--- What the task requires ---
All lines before the one containing "ctx.fillText(text, 0, 0);", plus that line itself, are to be printed exactly as they appear below.

--- Source material ---
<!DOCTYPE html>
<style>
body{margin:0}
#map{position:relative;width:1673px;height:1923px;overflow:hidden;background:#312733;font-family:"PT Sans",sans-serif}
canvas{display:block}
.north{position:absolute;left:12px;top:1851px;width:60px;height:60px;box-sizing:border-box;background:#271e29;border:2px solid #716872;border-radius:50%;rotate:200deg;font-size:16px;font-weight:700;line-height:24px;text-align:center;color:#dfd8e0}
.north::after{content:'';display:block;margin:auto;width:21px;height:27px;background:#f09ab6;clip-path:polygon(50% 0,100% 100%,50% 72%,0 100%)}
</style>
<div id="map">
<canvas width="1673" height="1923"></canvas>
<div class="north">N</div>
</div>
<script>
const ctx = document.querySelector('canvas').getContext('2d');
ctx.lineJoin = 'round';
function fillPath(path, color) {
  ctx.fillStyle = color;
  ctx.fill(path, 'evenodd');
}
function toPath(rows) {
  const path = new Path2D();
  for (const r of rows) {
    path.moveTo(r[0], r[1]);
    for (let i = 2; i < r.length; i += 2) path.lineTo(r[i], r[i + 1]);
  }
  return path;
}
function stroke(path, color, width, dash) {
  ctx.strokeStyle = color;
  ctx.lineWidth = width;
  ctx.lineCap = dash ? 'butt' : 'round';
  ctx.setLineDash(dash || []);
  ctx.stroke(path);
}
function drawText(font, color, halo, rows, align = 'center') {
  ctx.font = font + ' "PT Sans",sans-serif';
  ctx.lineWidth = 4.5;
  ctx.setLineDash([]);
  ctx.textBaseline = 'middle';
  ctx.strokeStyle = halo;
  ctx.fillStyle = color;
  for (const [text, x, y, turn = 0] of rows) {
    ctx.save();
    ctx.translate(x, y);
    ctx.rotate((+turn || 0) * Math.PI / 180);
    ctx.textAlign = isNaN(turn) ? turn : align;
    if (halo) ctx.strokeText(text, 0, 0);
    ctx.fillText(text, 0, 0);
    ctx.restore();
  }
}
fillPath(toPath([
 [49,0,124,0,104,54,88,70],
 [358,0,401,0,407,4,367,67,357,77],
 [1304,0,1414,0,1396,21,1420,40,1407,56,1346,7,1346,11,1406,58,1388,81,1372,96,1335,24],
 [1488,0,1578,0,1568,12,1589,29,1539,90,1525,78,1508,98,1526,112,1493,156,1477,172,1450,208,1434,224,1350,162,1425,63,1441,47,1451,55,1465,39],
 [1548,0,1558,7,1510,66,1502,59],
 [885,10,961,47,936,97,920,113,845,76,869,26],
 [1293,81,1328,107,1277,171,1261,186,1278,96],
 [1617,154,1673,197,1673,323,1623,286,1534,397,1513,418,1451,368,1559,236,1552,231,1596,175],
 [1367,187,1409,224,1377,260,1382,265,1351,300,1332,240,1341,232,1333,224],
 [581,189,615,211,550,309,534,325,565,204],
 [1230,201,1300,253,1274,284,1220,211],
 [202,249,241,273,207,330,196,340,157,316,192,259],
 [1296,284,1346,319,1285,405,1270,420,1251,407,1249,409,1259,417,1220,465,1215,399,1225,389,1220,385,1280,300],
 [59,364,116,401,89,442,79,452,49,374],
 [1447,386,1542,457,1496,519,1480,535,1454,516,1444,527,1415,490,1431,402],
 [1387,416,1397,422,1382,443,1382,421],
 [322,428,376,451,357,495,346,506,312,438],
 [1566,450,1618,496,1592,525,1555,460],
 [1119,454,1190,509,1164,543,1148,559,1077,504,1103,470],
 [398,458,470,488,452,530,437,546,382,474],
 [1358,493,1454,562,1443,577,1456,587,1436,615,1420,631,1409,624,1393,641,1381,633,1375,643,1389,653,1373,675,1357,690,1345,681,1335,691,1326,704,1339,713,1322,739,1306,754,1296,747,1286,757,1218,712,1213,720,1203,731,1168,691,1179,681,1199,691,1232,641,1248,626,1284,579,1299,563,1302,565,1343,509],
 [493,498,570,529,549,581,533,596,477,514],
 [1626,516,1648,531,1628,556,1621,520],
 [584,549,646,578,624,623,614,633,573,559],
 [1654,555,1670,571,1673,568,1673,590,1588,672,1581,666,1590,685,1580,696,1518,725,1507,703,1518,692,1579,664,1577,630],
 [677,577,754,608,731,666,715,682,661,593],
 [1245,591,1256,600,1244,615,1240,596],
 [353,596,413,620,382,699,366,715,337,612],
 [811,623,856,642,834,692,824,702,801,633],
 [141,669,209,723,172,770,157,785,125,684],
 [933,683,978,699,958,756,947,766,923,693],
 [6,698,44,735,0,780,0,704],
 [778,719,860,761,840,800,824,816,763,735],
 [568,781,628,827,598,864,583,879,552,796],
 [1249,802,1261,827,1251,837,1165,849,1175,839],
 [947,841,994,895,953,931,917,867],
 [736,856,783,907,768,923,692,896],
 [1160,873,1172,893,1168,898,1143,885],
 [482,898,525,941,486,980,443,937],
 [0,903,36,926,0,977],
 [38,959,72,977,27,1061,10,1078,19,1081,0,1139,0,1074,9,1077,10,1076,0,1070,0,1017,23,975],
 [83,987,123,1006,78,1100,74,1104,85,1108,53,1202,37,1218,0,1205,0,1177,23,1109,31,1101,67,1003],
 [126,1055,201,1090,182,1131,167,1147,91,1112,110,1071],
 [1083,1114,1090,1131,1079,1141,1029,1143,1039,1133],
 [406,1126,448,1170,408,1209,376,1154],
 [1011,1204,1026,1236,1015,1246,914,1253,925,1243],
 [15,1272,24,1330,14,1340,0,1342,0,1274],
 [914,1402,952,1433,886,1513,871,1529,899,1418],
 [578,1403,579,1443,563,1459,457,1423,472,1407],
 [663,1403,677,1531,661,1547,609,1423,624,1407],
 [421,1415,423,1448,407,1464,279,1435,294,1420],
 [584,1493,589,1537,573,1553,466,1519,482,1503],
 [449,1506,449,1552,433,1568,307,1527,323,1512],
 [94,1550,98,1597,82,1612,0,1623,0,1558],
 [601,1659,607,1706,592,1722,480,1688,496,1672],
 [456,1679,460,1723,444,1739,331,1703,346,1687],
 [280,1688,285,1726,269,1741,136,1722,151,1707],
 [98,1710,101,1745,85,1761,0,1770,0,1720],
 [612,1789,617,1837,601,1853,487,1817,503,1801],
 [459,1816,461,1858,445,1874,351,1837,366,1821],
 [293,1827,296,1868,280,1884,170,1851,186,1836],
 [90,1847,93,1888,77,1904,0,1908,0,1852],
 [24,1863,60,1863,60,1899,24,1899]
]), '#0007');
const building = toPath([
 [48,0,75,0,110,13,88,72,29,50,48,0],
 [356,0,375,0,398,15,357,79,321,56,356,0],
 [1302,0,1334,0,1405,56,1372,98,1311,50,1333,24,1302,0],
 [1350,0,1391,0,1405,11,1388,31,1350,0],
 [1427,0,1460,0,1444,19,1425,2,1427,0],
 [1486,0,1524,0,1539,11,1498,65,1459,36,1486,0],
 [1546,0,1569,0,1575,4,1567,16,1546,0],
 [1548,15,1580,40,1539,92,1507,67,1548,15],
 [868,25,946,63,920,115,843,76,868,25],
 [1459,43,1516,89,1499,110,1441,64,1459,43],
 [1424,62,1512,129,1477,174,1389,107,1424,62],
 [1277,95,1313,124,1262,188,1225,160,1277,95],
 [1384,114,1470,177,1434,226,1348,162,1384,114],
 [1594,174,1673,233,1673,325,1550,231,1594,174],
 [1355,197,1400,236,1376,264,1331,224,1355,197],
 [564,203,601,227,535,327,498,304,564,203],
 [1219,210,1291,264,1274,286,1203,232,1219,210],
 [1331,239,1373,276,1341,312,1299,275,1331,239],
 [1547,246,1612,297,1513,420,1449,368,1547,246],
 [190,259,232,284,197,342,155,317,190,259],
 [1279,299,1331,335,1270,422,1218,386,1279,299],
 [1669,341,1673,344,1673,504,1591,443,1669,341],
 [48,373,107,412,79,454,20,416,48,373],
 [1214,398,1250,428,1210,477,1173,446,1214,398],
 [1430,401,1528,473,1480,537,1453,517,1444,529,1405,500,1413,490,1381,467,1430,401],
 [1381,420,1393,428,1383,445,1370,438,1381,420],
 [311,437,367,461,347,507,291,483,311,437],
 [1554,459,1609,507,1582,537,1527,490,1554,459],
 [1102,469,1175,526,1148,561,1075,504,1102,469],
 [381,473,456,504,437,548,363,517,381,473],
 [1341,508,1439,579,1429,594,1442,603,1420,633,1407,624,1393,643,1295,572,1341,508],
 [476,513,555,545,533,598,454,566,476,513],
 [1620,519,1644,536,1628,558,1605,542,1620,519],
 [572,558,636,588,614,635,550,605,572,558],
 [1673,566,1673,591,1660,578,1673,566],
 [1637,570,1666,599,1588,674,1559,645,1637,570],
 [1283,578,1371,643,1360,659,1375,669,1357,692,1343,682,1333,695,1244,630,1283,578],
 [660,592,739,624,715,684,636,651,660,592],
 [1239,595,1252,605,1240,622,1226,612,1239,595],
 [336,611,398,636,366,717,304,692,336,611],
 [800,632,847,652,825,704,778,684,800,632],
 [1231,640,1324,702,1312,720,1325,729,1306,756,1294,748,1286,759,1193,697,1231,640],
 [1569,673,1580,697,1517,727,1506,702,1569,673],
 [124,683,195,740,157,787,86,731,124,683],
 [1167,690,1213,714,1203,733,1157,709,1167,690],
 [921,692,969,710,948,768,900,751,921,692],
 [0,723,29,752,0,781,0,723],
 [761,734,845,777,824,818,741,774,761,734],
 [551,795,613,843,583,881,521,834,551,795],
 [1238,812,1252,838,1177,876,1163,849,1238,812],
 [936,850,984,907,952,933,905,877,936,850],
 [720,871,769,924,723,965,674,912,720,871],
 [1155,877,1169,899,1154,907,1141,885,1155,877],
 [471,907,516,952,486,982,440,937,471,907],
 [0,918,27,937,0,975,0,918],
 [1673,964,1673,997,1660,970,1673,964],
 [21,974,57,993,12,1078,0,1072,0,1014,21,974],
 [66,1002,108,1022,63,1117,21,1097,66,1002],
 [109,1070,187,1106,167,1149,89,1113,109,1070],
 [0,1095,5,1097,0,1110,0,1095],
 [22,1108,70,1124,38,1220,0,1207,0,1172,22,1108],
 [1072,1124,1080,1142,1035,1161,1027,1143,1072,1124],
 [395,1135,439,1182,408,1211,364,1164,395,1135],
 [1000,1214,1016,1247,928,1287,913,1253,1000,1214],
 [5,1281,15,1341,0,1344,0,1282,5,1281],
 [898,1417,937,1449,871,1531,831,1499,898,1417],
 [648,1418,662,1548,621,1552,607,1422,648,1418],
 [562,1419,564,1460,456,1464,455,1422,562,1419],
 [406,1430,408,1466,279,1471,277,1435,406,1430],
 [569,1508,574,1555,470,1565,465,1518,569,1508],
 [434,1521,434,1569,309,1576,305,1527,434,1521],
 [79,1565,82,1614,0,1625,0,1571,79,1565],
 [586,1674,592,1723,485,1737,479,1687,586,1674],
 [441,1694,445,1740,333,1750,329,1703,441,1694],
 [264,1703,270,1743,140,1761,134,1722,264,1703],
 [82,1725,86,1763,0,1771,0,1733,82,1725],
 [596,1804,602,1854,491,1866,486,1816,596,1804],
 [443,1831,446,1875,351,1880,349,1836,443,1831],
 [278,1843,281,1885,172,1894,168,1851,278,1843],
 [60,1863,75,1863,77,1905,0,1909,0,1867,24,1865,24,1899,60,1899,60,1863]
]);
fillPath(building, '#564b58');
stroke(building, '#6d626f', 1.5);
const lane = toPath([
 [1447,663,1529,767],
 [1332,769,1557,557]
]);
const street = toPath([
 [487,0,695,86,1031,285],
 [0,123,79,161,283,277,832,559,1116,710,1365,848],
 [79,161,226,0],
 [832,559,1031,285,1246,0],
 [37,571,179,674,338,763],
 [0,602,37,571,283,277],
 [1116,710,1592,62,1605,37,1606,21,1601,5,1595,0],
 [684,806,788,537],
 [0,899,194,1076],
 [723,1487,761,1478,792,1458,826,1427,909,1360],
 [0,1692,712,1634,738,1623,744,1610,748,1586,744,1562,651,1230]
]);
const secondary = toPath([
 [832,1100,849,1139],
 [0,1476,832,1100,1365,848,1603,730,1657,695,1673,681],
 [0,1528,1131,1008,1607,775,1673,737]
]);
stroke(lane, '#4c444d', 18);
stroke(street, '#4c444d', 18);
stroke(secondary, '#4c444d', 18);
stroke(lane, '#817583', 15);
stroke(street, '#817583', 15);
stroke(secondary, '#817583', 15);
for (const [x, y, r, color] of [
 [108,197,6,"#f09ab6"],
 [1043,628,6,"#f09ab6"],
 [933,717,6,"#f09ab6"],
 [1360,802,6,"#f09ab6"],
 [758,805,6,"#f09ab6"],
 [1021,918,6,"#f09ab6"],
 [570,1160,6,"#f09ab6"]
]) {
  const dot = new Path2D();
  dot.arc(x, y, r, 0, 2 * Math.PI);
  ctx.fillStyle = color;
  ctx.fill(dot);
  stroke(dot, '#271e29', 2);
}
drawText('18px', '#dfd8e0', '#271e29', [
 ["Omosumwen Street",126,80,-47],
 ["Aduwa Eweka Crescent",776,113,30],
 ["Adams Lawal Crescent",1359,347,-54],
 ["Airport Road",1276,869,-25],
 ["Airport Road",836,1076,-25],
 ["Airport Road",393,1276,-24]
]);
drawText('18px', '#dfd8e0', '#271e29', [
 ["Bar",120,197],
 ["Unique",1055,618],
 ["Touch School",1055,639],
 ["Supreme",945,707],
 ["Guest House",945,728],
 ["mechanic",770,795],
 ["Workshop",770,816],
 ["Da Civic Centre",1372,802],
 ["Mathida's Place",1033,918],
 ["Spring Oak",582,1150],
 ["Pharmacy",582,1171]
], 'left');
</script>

--- Result of the task ---
<!DOCTYPE html>
<style>
body{margin:0}
#map{position:relative;width:1673px;height:1923px;overflow:hidden;background:#312733;font-family:"PT Sans",sans-serif}
canvas{display:block}
.north{position:absolute;left:12px;top:1851px;width:60px;height:60px;box-sizing:border-box;background:#271e29;border:2px solid #716872;border-radius:50%;rotate:200deg;font-size:16px;font-weight:700;line-height:24px;text-align:center;color:#dfd8e0}
.north::after{content:'';display:block;margin:auto;width:21px;height:27px;background:#f09ab6;clip-path:polygon(50% 0,100% 100%,50% 72%,0 100%)}
</style>
<div id="map">
<canvas width="1673" height="1923"></canvas>
<div class="north">N</div>
</div>
<script>
const ctx = document.querySelector('canvas').getContext('2d');
ctx.lineJoin = 'round';
function fillPath(path, color) {
  ctx.fillStyle = color;
  ctx.fill(path, 'evenodd');
}
function toPath(rows) {
  const path = new Path2D();
  for (const r of rows) {
    path.moveTo(r[0], r[1]);
    for (let i = 2; i < r.length; i += 2) path.lineTo(r[i], r[i + 1]);
  }
  return path;
}
function stroke(path, color, width, dash) {
  ctx.strokeStyle = color;
  ctx.lineWidth = width;
  ctx.lineCap = dash ? 'butt' : 'round';
  ctx.setLineDash(dash || []);
  ctx.stroke(path);
}
function drawText(font, color, halo, rows, align = 'center') {
  ctx.font = font + ' "PT Sans",sans-serif';
  ctx.lineWidth = 4.5;
  ctx.setLineDash([]);
  ctx.textBaseline = 'middle';
  ctx.strokeStyle = halo;
  ctx.fillStyle = color;
  for (const [text, x, y, turn = 0] of rows) {
    ctx.save();
    ctx.translate(x, y);
    ctx.rotate((+turn || 0) * Math.PI / 180);
    ctx.textAlign = isNaN(turn) ? turn : align;
    if (halo) ctx.strokeText(text, 0, 0);
    ctx.fillText(text, 0, 0);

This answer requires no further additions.